En el otro extremo, un Ayuntamiento –que ganó la alcaldía y el gobierno de la ciudad reivindicando el soterramiento–, y cuyo concejal de Urbanismo nos salió el miércoles con estas declaraciones jocosas, futbolísticas y mentecatas: «Si el plazo para que el soterramiento de Valladolid sea realidad es de 17 0 19 años, me parece un plazo muy pequeño. Y si el precio es de 1.500 millones, y ya sabemos que es el coste máximo, también me parece aceptable».
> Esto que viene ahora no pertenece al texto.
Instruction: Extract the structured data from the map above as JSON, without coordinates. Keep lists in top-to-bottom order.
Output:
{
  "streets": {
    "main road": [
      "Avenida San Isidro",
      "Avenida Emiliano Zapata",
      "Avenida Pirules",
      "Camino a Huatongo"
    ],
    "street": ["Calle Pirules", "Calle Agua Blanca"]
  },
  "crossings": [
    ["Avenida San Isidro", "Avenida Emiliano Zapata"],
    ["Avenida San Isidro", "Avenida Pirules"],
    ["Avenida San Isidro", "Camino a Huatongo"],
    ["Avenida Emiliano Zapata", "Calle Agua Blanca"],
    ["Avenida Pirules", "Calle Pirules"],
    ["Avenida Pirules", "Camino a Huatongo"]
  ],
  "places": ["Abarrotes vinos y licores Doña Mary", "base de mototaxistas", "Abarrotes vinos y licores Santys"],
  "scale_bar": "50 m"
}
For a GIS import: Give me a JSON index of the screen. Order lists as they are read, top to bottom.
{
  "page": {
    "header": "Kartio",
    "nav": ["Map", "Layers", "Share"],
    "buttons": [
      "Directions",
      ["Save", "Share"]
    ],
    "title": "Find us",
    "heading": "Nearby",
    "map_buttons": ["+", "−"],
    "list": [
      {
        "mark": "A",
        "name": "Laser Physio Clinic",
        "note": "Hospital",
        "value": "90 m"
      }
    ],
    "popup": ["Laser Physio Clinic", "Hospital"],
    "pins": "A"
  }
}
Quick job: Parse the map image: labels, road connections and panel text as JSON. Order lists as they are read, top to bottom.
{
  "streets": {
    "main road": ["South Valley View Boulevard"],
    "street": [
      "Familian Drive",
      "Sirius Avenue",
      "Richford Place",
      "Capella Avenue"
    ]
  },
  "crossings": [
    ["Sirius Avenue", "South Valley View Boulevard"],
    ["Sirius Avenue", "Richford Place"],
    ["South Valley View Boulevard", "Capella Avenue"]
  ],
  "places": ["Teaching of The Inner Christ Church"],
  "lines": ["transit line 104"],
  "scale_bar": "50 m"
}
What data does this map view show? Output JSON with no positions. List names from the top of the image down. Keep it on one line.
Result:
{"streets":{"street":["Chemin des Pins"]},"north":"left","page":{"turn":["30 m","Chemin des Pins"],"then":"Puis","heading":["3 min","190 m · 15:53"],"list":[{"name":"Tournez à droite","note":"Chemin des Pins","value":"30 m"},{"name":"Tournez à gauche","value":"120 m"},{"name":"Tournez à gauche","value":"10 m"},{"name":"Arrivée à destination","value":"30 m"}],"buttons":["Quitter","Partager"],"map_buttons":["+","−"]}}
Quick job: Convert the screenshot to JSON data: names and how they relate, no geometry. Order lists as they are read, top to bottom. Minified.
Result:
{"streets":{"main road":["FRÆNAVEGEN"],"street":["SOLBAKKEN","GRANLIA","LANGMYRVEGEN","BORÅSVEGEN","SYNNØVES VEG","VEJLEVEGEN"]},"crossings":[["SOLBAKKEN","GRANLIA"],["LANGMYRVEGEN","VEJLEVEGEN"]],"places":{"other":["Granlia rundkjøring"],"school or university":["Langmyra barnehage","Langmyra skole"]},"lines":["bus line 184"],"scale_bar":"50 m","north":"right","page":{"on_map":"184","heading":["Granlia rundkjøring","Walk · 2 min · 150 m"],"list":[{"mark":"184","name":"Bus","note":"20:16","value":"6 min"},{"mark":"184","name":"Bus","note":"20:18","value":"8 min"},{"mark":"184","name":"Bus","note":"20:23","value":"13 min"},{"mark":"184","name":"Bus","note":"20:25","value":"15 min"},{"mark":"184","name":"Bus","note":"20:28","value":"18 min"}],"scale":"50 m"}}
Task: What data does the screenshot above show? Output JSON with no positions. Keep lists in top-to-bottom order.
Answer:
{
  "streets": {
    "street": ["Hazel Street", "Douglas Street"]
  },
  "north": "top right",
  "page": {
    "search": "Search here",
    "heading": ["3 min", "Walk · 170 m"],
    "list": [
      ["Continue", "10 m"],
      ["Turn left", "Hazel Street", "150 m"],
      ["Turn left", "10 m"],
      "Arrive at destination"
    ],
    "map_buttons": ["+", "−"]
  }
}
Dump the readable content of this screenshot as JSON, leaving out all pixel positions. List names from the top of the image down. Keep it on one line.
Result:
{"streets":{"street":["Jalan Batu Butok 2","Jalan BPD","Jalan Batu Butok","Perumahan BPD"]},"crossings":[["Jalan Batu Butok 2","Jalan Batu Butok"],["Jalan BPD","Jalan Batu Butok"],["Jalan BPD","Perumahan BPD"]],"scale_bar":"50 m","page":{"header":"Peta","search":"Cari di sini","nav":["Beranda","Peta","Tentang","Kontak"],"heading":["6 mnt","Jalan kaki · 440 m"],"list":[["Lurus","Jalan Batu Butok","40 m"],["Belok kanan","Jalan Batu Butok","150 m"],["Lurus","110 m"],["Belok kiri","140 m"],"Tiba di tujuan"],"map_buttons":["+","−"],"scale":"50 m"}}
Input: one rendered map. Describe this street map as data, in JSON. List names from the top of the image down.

Qué frivolidad la suya, señor Zarandona. Si usted no pone una tilde en el cerito entre 17 ó 19, le concede a Sánchez 17019 años de plazo para que acometa la obra del soterramiento en Valladolid, y le proporciona la alegría del siglo. Pero nos deja a los vallisoletanos cara a Cuenca y en el puro cachondeo de nuestro José Zorrilla en su Tenorio: «Largo el plazo me ponéis». Dimita ya. Menos mal que la Plataforma de Vecinos por el Soterramiento, que lidera entre otros Cecilio Vadillo, ya no cree en plazos ni en presupuestos. Se ha plantado con una serie de manifestaciones en Valladolid, en Madrid, y donde sea. ¿Bastará con las manifestaciones? ¿O habrá que llegar al corte de las vías para que lo que es justo y factible en otras ciudades sea en Valladolid una integración democrática, equitativa y ciudadana? Mal asunto.